Pharmacological inhibition of sEH reduced proinflammatory microglia/macrophage activation, neuronal damage, and MMP-9 activity and attenuated BBB permeability after ICH. a The experimental design scheme used to study the effect of sEH inhibition by AUDA. ELISA enzyme-linked immunosorbent assay, EB Evans blue, MMP-9 matrix metalloproteinase-9, WB Western blot. b Iba1 staining and quantitative data at 1 day post-ICH. The inset is a representative activated microglia/macrophage at higher magnification. Low magnification of a cresyl violet-stained brain section of a core hemorrhagic region at 0.24 mm from the bregma (top left). The white box indicates the location of representative images. c Double-labeling shows colocalization of CD16/32 (classic activation marker) and Iba1 in the perihematomal area at 1 day. Arrowheads indicate the cell of colocalization. The inset images represent higher magnification of the colocalized regions in the corresponding images. Nuclei were stained with DAPI (blue). The bar graph shows the degree of Iba1 and CD16/32 colocalization in gray pixel intensity. d FJB staining and quantitative data at 1 day. The inset is a representative FJB-positive cell at higher magnification. e Western blot analysis of c-CP and f MPO staining and quantitative data at 1 day. The inset is a representative MPO-positive cell at higher magnification. g Representative gelatin zymography and quantitative data of MMP-9 activity and f hemoglobin levels at 1 day. h Quantification of brain Evans blue leakage at 1 day. i Quantification of hemoglobin contents at 1 day. The white box in the cresyl violet-stained image in b indicates the location of representative images for Iba1, FJB, and MPO stainings. The number of Iba1-, FJB-, and MPO-positive cells is expressed as the mean number per field of view (0.8 mm2). Values are mean ± S.E.M.; ## P < 0.01, and ### P < 0.001 vs. sham group; *P < 0.05, **P < 0.01, and ***P < 0.01 vs. vehicle group; P < 0.05 vs. 1 μM AUDA group (n = 5 mice/group for Iba1, FJB staining, and hemoglobin assay and n = 6 mice/group for MPO staining, Student’s t test; n = 5 mice/group for CD16/32 and Iba1 double staining, n = 6 mice/group for Western blot and Evans blue quantification, and n = 7 mice/group for zymography, one-way ANOVA)

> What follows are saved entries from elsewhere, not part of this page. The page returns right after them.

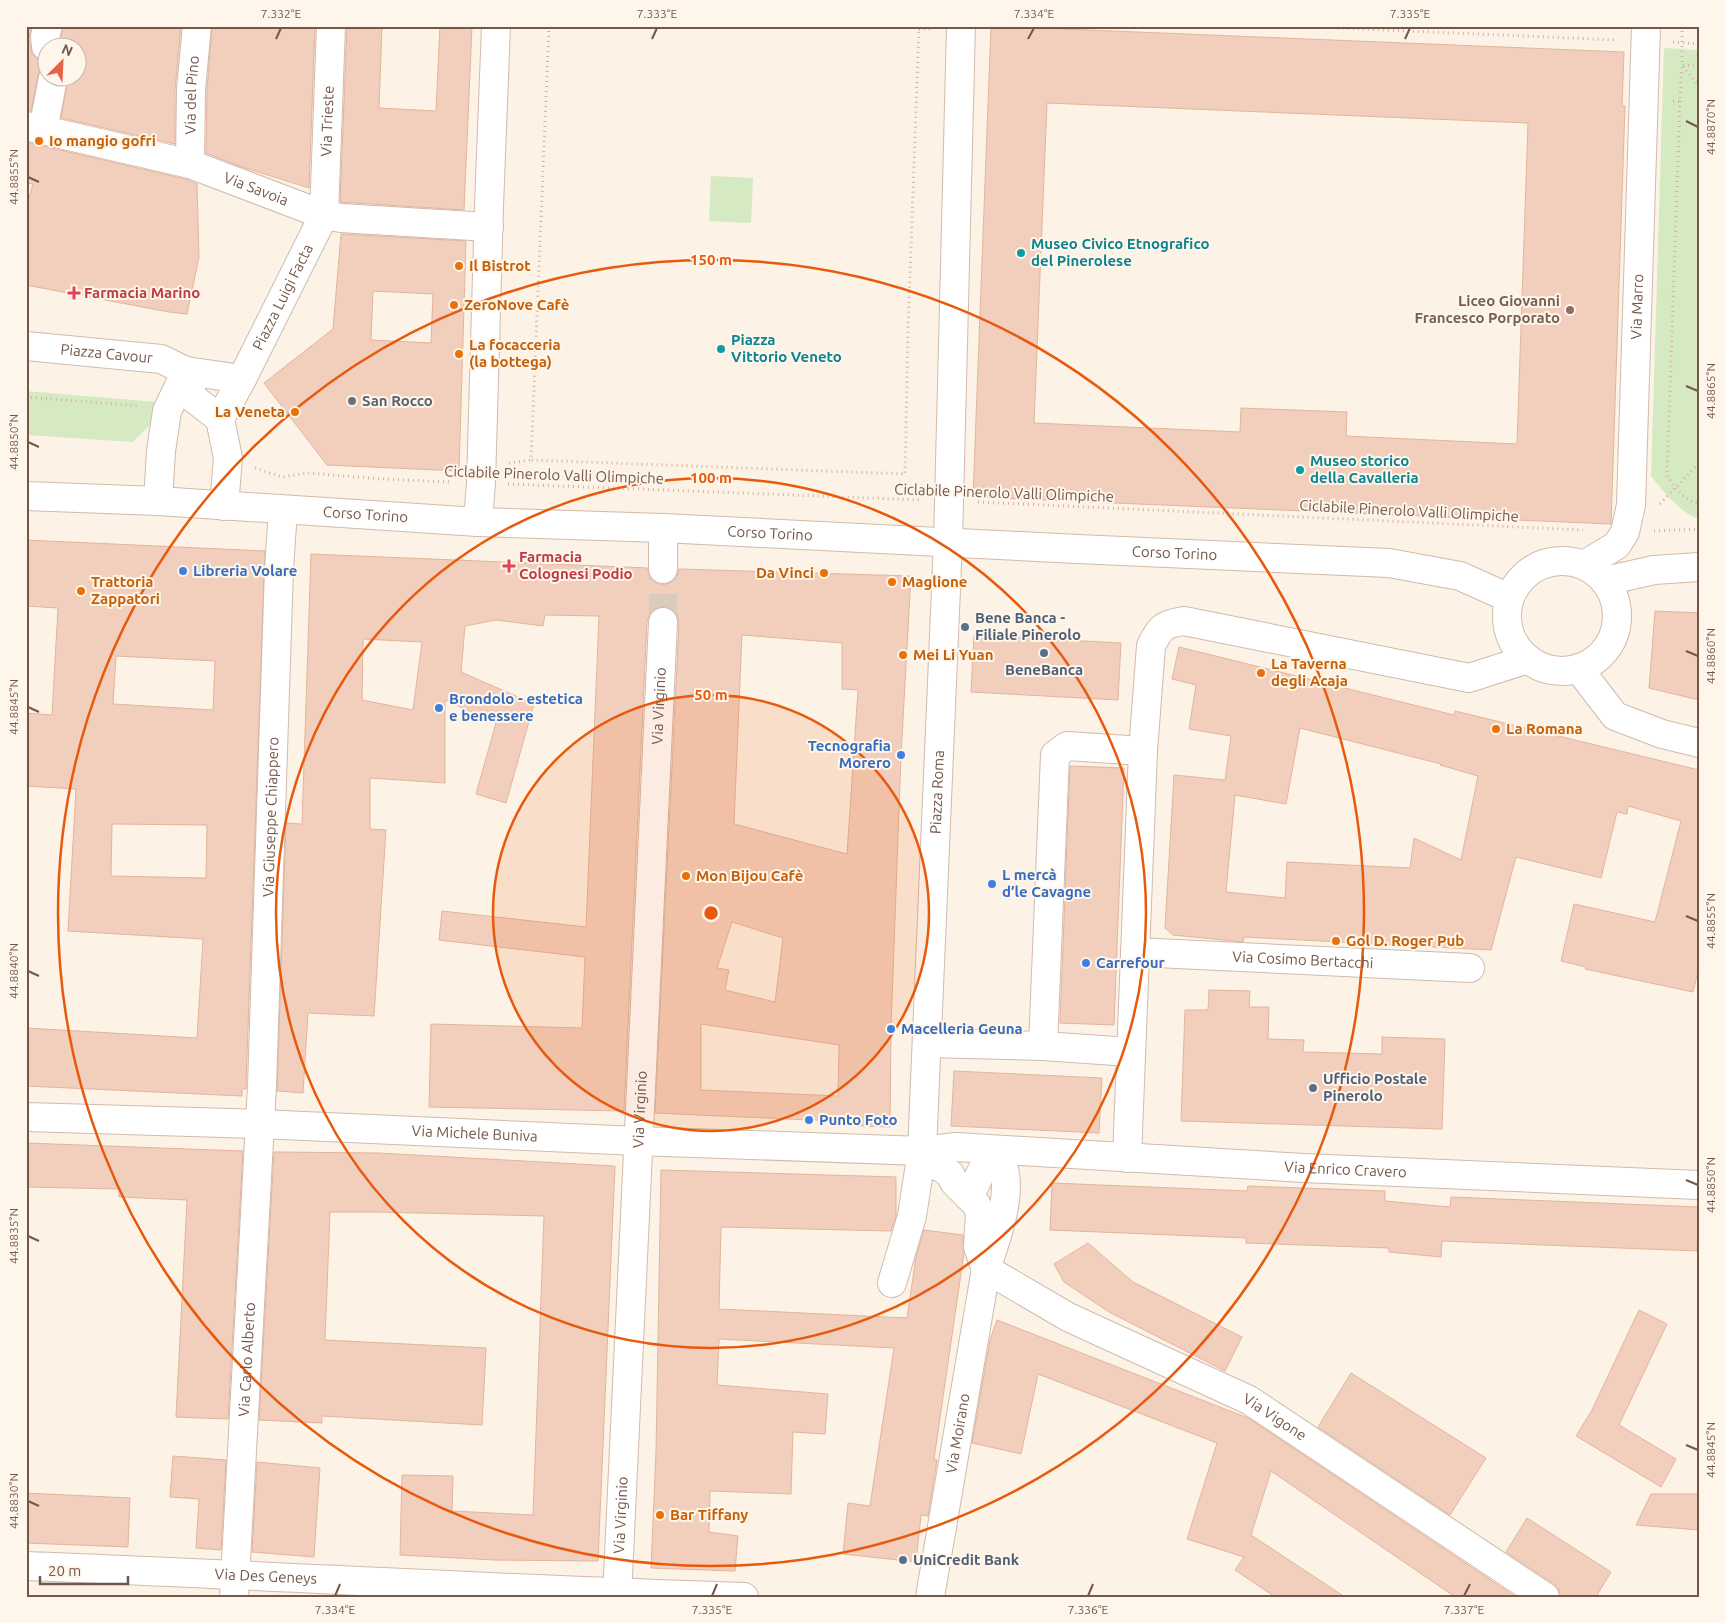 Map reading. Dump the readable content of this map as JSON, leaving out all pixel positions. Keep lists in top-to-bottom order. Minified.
{"streets":{"street":["Via del Pino","Via Trieste","Via Savoia","Piazza Luigi Facta","Via Marro","Piazza Cavour","Corso Torino","Via Virginio","Piazza Roma","Via Giuseppe Chiappero","Via Cosimo Bertacchi","Via Michele Buniva","Via Enrico Cravero","Via Carlo Alberto","Via Vigone","Via Moirano","Via Des Geneys"],"path":["Ciclabile Pinerolo Valli Olimpiche"]},"crossings":[["Via del Pino","Via Savoia"],["Via Trieste","Via Savoia"],["Via Trieste","Piazza Luigi Facta"],["Via Savoia","Piazza Luigi Facta"],["Via Marro","Ciclabile Pinerolo Valli Olimpiche"],["Corso Torino","Piazza Roma"],["Corso Torino","Via Giuseppe Chiappero"],["Via Virginio","Via Michele Buniva"],["Via Virginio","Via Des Geneys"],["Piazza Roma","Via Michele Buniva"],["Piazza Roma","Via Moirano"],["Via Giuseppe Chiappero","Via Michele Buniva"],["Via Giuseppe Chiappero","Via Carlo Alberto"],["Via Michele Buniva","Via Enrico Cravero"],["Via Michele Buniva","Via Carlo Alberto"],["Via Michele Buniva","Via Moirano"],["Via Enrico Cravero","Via Moirano"],["Via Carlo Alberto","Via Des Geneys"],["Via Vigone","Via Moirano"]],"places":{"other":["Io mangio gofri","Museo Civico Etnografico del Pinerolese","Il Bistrot","ZeroNove Cafè","Liceo Giovanni Francesco Porporato","Piazza Vittorio Veneto","La focacceria (la bottega)","San Rocco","La Veneta","Museo storico della Cavalleria","Libreria Volare","Da Vinci","Maglione","Trattoria Zappatori","Bene Banca - Filiale Pinerolo","BeneBanca","Mei Li Yuan","La Taverna degli Acaja","Brondolo - estetica e benessere","La Romana","Tecnografia Morero","Mon Bijou Cafè","L mercà d’le Cavagne","Gol D. Roger Pub","Carrefour","Macelleria Geuna","Ufficio Postale Pinerolo","Punto Foto","Bar Tiffany","UniCredit Bank"],"health":["Farmacia Marino","Farmacia Colognesi Podio"]},"scale_bar":"20 m","north":"top right","coordinates":["7.332°E","7.333°E","7.334°E","7.335°E","44.8870°N","44.8855°N","44.8865°N","44.8850°N","44.8860°N","44.8845°N","44.8840°N","44.8835°N","44.8830°N","7.336°E","7.337°E"],"rings":["150 m","100 m","50 m"]} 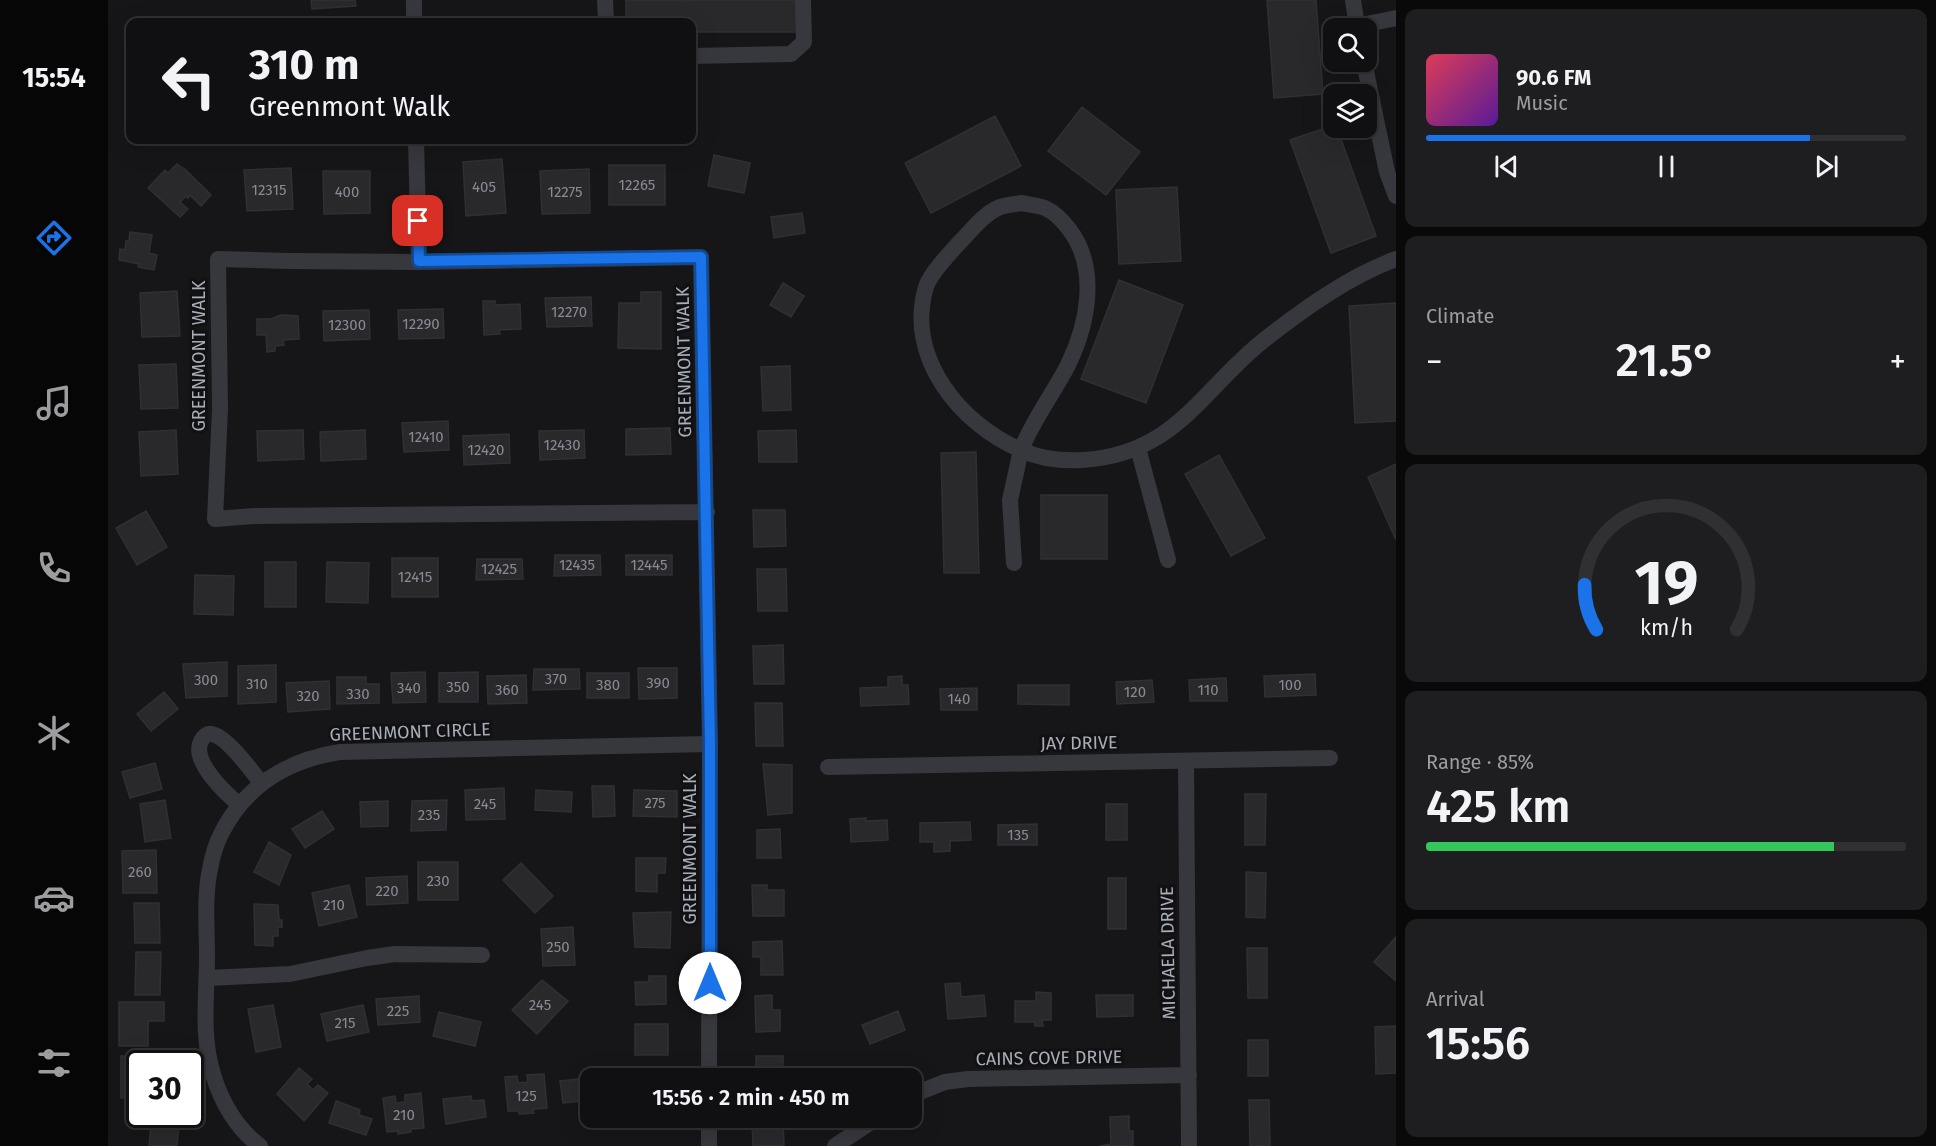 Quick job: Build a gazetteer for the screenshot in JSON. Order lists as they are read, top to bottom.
{
  "streets": {
    "street": [
      "GREENMONT WALK",
      "GREENMONT CIRCLE",
      "JAY DRIVE",
      "MICHAELA DRIVE",
      "CAINS COVE DRIVE"
    ]
  },
  "crossings": [
    ["GREENMONT WALK", "GREENMONT CIRCLE"],
    ["JAY DRIVE", "MICHAELA DRIVE"],
    ["MICHAELA DRIVE", "CAINS COVE DRIVE"]
  ],
  "house_numbers": [
    "12265",
    "405",
    "12315",
    "400",
    "12275",
    "12270",
    "12290",
    "12300",
    "12410",
    "12430",
    "12420",
    "12435",
    "12445",
    "12425",
    "12415",
    "370",
    "300",
    "390",
    "310",
    "380",
    "100",
    "350",
    "340",
    "360",
    "110",
    "120",
    "330",
    "320",
    "140",
    "275",
    "245",
    "235",
    "135",
    "260",
    "230",
    "220",
    "210",
    "250",
    "245",
    "225",
    "215",
    "125",
    "210"
  ],
  "page": {
    "tabs": "15:54",
    "turn": ["310 m", "Greenmont Walk"],
    "song": ["90.6 FM", "Music"],
    "tile": [
      "Climate",
      ["Range · 85%", "425 km"],
      ["Arrival", "15:56"]
    ],
    "heat": ["−", "21.5°", "+"],
    "limit": "30",
    "trip": "15:56 · 2 min · 450 m",
    "gauge": ["19", "km/h"]
  }
}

Pharmacological inhibition of sEH by AUDA reduced neuronal damage, BBB permeability, neutrophil infiltration, and MMP-9 enzymatic activity after ICH

We next evaluate whether sEH inhibition by AUDA attenuated neurodegeneration and apoptosis at the acute stage. Treatment with 10 μM AUDA significantly reduced the number of FJB-positive degenerative neurons around the hematoma and levels of cCP-3, a critical effector in apoptosis, compared with vehicle-treated mice at 1 day post-ICH (both P < 0.001; Fig. 4d, e). Also, AUDA administration resulted in significantly reduced neutrophil accumulation (P = 0.0030; Fig. 4f) and MMP-9 activity (P < 0.001; Fig. 4g) and attenuated levels of extracted Evans Blue, an indicator of BBB breakdown (P = 0.02; Fig. 4h), at 1 day post-ICH. However, no significant between-group differences were found in brain hemoglobin content at 1 day (Fig. 4i).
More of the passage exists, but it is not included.